Naapurit ystävinä, eivät vihollisina

WILPF, Suomi oli edustettuna venäläis/pohjoismaisessa kansalaisseminaarissa, joka järjestettiin Oslossa 3. – 4. helmikuuta. Ohessa seminaarin julkilausuma:

Neighbours as friends, not enemies

Nordic-Russian seminar, PRIO, Oslo, 3.- 4. February 2020

A Nordic-Russian civil society seminar was organized in Oslo 3. – 4. February 2020 by the Women’s International League for Peace and Freedom, Norway, and the Norwegian Peace Association. The theme of the seminar was “Neighbours as friends, not enemies”. The seminar, which gathered some 45 participants from Denmark, Finland, Norway, Russia and Sweden was a follow up to a Nordic peace and dialogue trip to Russia in May 2018. The seminar was held at the Peace Research Institute in Oslo, PRIO, and was funded by the Norwegian Ministry of Foreign Affairs. The organisers are already planning a follow up seminar in Norway in 2021.
The main intention with the seminar was to strengthen relations between peace activists in the North, discuss common challenges and visions and contribute to mutual understanding and perhaps even help reduce the present tension. The tension between the West and Russia is one of the drivers behind the present militarization and arms’ race, involving both conventional and nuclear weapons.
Participants had open discussions on how to promote peace, disarmament and a sound environment, and agreed to seek ways to continue with practical and strategic forward-looking initiatives and solution-oriented dialogues. Many echoed the words of the Mayor of the border city of Kirkenes that our security lies in the strengthening of people to people cooperation across borders.
The use of enemy images and the demonization of leaders both in mainstream political discourse and media is dangerous as it installs fear and also is meant to influence peoples acceptance of rising military budgets.
Participants agreed that we should not accept that the world’s resources, natural, financial and intellectual, are being misused for military purposes, and that we need to prove that this thinking is dangerous, naive and obsolete. The military actually makes us less safe, both economically and ecologically, by taking so much of the resources that are needed for other purposes and by the enormous greenhouse gas emissions, the radiation and pollution it provides. We cannot allow the military to be an exception to international climate agreements. Instead we must move the money to be able to tackle the real security issues such as the threat to the very survival of humanity and the planet, be it by climate change, environmental degradation, excessive inequality or nuclear weapons.
Different alternatives were discussed of how we can contribute to changing attitudes in order to reverse the nuclear and space-arms race, reduce defence spending and get us out of the dominant growth oriented, militarized, confrontational and competitive patterns.
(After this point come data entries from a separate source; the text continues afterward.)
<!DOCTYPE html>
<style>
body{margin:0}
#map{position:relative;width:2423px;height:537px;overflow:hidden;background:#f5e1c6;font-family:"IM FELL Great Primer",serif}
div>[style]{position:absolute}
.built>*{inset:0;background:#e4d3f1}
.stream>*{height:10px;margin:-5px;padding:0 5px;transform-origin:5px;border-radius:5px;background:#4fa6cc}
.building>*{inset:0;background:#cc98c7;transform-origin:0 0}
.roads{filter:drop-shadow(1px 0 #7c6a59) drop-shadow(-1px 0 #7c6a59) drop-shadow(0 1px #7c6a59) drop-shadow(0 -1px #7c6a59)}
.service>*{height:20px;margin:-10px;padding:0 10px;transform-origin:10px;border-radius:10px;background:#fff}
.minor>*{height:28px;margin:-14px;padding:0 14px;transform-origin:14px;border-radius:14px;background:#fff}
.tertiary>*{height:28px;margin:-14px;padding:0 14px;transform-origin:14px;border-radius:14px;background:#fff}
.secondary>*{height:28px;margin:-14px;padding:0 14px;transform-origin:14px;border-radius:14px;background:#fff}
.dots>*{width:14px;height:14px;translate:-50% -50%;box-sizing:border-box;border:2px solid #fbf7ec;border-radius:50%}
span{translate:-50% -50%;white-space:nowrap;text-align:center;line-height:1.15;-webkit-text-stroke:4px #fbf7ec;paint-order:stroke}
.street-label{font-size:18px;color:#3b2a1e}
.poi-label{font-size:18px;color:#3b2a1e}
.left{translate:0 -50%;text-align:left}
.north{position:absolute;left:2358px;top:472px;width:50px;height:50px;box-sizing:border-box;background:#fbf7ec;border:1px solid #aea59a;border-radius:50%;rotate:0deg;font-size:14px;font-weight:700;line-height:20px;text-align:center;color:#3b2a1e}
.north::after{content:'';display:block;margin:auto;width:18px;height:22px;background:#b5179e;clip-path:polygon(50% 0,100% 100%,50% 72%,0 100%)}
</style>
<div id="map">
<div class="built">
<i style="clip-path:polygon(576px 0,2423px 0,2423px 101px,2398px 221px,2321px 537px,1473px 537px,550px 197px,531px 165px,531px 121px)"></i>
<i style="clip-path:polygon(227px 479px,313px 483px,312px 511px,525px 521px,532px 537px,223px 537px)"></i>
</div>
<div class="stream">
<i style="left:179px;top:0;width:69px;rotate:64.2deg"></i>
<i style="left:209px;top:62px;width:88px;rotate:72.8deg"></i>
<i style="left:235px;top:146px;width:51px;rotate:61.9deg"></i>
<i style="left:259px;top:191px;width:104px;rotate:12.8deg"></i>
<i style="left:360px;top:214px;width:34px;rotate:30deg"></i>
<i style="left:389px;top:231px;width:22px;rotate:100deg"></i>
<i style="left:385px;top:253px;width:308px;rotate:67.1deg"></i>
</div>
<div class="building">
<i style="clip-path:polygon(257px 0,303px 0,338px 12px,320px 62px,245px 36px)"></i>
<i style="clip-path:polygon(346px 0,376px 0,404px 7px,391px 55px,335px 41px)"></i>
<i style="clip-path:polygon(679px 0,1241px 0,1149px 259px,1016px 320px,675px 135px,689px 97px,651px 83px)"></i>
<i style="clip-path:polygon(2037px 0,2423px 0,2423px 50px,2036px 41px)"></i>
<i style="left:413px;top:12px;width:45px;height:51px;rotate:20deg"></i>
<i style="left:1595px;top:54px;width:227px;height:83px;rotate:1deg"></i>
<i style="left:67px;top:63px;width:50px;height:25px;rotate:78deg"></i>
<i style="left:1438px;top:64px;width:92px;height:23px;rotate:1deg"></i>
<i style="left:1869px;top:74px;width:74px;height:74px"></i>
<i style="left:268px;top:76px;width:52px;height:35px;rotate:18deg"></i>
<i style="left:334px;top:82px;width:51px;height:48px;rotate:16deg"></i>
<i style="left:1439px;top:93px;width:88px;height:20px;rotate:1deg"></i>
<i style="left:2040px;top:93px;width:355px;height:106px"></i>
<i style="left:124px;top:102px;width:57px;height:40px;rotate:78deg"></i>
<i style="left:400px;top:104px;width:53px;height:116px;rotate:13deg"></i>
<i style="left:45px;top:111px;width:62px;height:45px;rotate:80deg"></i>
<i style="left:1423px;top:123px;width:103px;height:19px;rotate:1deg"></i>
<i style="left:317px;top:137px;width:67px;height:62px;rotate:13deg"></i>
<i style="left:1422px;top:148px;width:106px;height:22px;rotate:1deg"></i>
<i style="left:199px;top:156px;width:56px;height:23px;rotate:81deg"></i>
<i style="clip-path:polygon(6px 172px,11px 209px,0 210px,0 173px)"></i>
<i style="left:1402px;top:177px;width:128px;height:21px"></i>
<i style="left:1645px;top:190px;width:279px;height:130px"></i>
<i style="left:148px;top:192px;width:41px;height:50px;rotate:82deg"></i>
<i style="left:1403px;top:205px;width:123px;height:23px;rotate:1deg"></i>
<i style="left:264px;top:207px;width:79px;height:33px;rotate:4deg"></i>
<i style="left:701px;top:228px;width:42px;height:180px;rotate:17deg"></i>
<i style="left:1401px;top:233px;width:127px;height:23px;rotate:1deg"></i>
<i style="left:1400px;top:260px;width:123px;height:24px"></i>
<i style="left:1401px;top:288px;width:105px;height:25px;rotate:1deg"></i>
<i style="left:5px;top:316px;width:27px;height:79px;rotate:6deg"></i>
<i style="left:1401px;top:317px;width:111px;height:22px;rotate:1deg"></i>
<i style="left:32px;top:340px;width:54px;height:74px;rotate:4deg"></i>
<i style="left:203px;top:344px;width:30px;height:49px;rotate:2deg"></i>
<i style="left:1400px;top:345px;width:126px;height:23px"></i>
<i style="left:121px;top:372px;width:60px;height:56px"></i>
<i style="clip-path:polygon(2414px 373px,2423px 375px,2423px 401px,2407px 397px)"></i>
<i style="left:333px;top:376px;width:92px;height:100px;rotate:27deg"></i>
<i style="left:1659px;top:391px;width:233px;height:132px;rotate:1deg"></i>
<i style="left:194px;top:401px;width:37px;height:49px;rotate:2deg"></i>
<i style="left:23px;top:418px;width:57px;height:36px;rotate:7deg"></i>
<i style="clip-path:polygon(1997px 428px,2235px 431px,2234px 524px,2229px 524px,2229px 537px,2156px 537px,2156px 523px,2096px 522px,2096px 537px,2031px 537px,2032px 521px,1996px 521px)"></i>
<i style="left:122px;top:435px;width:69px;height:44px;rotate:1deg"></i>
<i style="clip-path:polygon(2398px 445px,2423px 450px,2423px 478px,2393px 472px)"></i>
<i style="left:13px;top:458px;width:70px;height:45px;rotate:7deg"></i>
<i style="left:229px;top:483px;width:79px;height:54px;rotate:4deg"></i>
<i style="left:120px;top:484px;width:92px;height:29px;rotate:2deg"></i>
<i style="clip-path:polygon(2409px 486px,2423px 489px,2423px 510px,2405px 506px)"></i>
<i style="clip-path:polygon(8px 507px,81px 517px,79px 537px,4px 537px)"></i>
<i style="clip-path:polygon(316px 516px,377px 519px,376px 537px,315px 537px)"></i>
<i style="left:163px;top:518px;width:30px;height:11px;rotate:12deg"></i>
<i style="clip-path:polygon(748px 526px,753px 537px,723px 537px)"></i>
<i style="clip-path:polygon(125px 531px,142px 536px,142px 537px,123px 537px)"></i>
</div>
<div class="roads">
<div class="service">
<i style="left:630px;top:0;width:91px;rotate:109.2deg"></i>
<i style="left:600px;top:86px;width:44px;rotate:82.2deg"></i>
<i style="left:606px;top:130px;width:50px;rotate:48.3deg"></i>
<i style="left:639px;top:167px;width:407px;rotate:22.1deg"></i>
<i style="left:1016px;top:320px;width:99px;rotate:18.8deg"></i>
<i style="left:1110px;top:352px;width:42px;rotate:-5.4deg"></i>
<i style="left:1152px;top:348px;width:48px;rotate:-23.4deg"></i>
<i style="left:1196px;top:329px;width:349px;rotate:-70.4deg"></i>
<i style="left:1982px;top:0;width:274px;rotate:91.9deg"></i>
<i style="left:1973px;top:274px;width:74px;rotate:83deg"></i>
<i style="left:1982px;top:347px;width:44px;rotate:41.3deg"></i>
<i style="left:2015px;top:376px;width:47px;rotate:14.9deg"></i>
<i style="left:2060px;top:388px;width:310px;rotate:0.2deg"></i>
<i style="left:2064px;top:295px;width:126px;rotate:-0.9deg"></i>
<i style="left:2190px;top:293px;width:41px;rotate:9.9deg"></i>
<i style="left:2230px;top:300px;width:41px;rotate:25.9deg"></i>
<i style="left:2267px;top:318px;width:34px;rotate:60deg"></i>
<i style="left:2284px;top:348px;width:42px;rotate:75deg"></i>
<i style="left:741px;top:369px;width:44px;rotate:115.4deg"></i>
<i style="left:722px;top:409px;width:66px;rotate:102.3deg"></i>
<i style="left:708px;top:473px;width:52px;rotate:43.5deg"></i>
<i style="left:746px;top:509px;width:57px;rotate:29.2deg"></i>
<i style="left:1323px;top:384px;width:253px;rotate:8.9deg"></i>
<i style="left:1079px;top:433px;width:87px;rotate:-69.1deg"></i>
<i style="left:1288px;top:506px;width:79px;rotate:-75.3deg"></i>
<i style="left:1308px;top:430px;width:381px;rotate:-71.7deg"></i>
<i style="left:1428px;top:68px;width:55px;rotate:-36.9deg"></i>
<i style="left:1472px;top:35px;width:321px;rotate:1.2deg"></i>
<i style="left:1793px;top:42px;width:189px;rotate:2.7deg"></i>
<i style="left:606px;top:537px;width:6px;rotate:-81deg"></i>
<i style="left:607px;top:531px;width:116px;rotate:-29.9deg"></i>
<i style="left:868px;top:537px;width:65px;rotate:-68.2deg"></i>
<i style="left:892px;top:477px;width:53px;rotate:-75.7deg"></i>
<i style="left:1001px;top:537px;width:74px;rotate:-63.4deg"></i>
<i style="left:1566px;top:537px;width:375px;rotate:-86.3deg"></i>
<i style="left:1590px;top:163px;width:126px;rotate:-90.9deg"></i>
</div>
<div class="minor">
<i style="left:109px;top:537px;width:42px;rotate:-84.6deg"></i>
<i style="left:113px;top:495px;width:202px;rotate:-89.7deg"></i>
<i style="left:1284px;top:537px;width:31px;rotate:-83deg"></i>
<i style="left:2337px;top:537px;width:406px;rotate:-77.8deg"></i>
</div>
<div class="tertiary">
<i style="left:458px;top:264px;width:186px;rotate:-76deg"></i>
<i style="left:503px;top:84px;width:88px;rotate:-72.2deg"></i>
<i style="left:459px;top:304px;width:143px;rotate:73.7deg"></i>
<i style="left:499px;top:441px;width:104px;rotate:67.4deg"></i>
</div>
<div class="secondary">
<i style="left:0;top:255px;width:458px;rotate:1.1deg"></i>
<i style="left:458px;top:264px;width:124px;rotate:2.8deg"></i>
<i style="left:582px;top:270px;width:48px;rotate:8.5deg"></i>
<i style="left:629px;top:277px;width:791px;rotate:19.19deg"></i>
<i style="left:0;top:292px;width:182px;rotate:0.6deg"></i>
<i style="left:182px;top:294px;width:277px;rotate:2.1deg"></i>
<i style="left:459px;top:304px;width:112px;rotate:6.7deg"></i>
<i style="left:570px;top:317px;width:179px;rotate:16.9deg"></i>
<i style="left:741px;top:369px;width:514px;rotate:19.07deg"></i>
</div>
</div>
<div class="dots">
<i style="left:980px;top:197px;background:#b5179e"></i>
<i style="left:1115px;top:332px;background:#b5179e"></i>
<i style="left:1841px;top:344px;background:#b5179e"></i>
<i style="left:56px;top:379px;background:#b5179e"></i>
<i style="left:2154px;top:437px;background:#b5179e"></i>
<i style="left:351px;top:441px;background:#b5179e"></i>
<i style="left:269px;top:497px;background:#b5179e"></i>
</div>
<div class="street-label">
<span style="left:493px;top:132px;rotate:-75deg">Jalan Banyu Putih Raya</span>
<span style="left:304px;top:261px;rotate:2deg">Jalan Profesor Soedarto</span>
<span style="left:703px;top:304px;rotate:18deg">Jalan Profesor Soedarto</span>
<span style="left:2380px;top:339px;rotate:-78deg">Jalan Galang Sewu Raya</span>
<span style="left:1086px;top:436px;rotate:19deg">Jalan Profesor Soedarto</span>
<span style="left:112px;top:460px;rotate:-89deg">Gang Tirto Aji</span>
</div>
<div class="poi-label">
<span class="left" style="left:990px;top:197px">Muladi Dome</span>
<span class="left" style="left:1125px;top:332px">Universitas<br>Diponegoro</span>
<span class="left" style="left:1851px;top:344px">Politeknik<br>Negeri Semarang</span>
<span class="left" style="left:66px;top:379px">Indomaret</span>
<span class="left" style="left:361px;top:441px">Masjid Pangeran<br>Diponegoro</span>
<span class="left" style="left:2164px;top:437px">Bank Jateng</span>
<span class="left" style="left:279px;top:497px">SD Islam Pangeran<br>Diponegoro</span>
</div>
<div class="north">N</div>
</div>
In short, how can we build common security, human security, a culture of peace, and non-violence.
Among the concrete suggestions were to:
. continue the sharing of knowledge and ideas,
. get inspiration from each other’s culture and art,
. work for the strengthening of civil society and democratic practices,
. seek ways of producing and consuming which ensures the well being of all and the integrity of the biosphere.
. establish permanent structures for peace, such as ministries and departments for peace to promote peace at all levels,
. cherish and use the UN, diplomacy and multilateral cooperation,
. help implement the UN Sustainable Development Goals and the Paris Agreement on climate,
. strive for a non militarized and nuclear free Arctic and Baltic Sea basin,
. maintain the Arctic Council non-militarized and operational,
. gather individual signatures and cities in support of the UN Treaty on the Prohibition of Nuclear Weapons,
. continue to warn against nuclear and other hazardous waste and make waste management safer,
. seek closer cooperation between the peace movement and environmental organizations,
. actively learn to work across generations and share knowledge and priorities,
. cross borders and seek new partnerships with “sister” groups and organisations.
Finally, it was considered most vital to build trust between peoples, so essential for real cooperation, and for our survival.